Before I commit to KeyCDN for my little blog I wanted to check if CloudFront is better. Why? Because I already have an AWS account set up, familiar with boto3, it's what we use for work, and it's AWS so it's usually pretty good stuff. As an attractive bonus, CloudFront has 44 edge locations (KeyCDN 34).

Price-wise it's hard to compare because the AWS CloudFront pricing page is hard to read because the costs are broken up by regions. KeyCDN themselves claim KeyCDN is about 2x cheaper than CloudFront. This seems to be true if you look at cdnoverview.com's comparison too. CloudFront seems to have more extra specific costs. For example, with AWS CloudFront you have to pay to invalidate the cache whereas that's free for KeyCDN.

I also ran a little global latency test comparing the two using Hyperping using 7 global regions. The results are as follows:

KeyCDN on Hyperping.io
KeyCDN on Hyperping.io

CloudFront on Hyperping.io
CloudFront on Hyperping.io

Region KeyCDN CloudFront Winner
London 27 ms 36 ms KeyCDN
San Francisco 29 ms 46 ms KeyCDN
Frankfurt 47 ms 1001 ms KeyCDN
New York City 52 ms 68 ms KeyCDN
São Paulo 105 ms 162 ms KeyCDN
Sydney 162 ms 131 ms CloudFront
Mumbai 254 ms 76 ms CloudFront

Take these with a pinch of salt because it's only an average for the last 1 hour. Let's agree that they both faster than your regular Nginx server in a single location.

By the way, both KeyCDN and CloudFront support Brotli compression. For CloudFront, this was added in July 2018 and if your origin can serve according to Content-Encoding you simply tell CloudFront to cache based on that header.

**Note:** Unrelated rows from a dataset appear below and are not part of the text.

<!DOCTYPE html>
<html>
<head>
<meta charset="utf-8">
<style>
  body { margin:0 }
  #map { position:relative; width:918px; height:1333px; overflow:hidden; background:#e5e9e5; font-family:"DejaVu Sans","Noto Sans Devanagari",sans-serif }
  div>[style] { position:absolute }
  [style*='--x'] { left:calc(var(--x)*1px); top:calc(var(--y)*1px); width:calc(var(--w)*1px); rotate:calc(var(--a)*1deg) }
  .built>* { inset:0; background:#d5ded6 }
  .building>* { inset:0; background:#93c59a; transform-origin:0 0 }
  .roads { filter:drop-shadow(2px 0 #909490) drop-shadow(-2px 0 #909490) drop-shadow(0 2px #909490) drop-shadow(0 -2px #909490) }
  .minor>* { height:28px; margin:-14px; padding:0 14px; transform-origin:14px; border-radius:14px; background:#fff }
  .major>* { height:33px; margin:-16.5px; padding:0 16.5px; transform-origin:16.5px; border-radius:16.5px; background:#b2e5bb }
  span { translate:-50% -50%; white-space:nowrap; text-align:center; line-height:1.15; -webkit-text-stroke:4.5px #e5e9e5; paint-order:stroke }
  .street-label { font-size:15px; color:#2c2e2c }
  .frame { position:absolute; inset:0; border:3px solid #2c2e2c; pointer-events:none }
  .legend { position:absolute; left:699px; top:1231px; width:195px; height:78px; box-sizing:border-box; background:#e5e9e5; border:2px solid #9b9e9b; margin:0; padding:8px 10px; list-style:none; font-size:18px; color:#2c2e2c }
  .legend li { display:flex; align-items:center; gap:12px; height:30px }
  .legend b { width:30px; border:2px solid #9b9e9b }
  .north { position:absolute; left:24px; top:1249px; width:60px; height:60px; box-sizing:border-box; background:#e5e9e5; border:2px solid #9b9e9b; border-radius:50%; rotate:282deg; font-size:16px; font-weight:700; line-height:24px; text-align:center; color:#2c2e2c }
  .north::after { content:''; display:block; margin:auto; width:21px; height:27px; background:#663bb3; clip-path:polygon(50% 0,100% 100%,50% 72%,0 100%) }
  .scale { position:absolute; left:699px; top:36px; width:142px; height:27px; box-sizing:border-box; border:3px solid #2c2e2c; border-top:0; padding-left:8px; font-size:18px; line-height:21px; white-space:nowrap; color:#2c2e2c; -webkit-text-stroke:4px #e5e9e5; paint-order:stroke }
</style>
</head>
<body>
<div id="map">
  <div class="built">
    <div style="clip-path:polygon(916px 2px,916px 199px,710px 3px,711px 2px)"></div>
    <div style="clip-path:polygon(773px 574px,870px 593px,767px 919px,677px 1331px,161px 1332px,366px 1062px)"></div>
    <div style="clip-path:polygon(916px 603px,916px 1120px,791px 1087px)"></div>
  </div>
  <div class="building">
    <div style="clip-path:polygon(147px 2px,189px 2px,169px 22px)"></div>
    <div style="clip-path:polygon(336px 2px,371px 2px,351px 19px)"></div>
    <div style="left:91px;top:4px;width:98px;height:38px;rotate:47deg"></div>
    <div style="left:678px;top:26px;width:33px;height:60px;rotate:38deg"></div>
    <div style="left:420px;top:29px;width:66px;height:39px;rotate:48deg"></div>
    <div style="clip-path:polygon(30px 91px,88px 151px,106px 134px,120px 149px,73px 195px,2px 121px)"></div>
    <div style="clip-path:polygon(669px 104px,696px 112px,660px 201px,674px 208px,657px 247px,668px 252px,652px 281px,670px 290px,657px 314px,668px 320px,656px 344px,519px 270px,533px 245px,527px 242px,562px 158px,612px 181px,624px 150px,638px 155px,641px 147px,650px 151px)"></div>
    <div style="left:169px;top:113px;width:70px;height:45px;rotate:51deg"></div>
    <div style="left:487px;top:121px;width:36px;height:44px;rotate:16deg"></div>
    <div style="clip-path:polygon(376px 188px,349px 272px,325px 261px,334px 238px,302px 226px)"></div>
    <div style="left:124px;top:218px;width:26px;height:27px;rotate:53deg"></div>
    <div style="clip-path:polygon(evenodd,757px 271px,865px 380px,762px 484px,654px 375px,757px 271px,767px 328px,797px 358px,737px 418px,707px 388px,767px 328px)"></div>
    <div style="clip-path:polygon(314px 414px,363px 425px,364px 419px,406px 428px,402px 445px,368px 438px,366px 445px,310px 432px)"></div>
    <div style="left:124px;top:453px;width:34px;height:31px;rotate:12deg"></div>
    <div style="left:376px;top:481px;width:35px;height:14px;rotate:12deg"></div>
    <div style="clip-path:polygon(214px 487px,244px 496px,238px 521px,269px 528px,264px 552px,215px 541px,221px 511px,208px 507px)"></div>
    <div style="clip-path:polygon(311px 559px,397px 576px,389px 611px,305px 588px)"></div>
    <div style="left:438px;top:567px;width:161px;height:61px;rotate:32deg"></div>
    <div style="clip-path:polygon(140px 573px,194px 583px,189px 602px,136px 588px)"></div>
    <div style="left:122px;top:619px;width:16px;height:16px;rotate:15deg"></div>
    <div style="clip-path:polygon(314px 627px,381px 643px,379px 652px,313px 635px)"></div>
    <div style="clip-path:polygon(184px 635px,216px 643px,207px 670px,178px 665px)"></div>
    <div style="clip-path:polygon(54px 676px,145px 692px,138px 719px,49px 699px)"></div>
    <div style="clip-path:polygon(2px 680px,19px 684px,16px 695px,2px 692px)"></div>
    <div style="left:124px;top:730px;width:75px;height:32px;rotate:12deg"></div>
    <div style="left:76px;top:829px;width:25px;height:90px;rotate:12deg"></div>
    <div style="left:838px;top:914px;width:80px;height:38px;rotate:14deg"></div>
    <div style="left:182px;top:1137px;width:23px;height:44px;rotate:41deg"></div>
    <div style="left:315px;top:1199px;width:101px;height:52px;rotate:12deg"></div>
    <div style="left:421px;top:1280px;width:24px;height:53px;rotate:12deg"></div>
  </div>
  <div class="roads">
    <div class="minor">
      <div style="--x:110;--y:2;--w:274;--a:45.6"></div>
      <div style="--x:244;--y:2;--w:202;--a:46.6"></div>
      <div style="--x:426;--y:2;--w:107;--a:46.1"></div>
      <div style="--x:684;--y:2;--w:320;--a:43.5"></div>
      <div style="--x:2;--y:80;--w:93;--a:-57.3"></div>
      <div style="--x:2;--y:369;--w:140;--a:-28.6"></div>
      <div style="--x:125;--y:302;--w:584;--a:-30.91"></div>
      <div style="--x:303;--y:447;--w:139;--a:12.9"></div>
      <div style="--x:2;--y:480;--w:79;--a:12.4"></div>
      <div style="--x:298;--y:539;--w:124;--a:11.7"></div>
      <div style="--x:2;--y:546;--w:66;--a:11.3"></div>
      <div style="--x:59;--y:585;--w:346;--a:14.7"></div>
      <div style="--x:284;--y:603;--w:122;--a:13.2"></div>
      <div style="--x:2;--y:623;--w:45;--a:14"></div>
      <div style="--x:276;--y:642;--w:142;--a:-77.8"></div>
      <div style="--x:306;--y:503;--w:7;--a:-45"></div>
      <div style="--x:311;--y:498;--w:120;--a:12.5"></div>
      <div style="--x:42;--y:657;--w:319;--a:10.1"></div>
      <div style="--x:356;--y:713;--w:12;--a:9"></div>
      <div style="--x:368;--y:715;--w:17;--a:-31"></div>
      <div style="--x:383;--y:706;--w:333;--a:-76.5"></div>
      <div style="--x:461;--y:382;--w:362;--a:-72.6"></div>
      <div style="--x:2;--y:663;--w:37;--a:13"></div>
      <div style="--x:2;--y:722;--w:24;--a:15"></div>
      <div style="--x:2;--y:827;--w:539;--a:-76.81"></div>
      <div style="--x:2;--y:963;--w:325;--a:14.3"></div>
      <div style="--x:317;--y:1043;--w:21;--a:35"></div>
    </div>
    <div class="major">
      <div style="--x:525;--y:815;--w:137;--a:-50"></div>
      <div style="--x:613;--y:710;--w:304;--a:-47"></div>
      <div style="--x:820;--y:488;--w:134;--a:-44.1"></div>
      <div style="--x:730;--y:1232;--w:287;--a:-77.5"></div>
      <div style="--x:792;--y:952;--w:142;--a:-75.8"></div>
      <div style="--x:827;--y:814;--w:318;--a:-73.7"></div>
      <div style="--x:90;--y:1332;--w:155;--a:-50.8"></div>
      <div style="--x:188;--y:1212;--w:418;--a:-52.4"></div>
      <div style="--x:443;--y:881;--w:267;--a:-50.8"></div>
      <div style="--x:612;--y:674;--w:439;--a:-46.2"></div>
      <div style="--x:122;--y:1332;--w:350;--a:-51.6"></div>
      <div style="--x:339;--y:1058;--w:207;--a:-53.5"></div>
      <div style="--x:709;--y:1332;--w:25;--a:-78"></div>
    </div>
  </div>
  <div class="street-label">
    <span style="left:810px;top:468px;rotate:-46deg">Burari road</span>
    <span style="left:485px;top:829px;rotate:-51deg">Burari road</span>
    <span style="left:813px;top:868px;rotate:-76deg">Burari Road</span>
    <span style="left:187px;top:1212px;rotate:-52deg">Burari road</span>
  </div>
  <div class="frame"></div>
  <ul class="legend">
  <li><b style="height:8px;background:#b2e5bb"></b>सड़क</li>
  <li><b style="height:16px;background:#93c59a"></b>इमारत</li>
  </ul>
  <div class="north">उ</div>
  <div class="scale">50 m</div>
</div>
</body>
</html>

Although I've never tried it CloudFront does have an API for doing cache invalidation (aka. purging) and you can use boto3 to do it but I've never tried it. For KeyCDN here's how you do cache invalidation with the python-keycdn-api:


api = keycdn.Api(settings.KEYCDN_API_KEY)
call = "zones/purgeurl/{}.json".format(settings.KEYCDN_ZONE_ID)
all_urls = [
    'origin.example.com/static/foo.css',
    'origin.example.com/static/foo.cssbr',
    'origin.example.com/images/foo.jpg',
]
params = {"urls": all_urls}
response = api.delete(call, params)
print(response)

I'm not in love with that API but I know it issues the invalidation fast whereas with CloudFront I heard it takes a while to take effect.

Comments

Jonathan Kosgei

This page says Cloudfront has 176 edge locations - https://aws.amazon.com/cloudfront/features/.

Kris

Thank you for your article.

I'm newbie in website related, my website only to shows my portfolios, just in case my clients ask for it.

I'm using KeyCDN since 2013, it's very simple and I was following their tutorial, and all works perfectly.

I saw a lot of giant website using amazon S3 and cloudfront, so I want to try it for my new website.
To be honest it's not newbie friendly at all, I got a headache by looking there are dozens or maybe hundreds link on their UI. I feel intimidate. lol

I'm gonna stick to KeyCDN for now :)

Peter Bengtsson

That sounds perfectly fine. KeyCDN is a great product. I've come to understand and appreciate some of the more advanced options in CloudFront and the options you have with Lambda@Edge. But if I could do it again I think I would set up a super simple web server that runs 24/7 that handles all the advance error handling, header wrangling, URL rewriting.

And now CloudFront supports Brotli. So perhaps in a sense, CloudFront has/is *more* but I'm deeply skeptical that it matters and you're that deep in the advanced options, you are probably doing it for a living.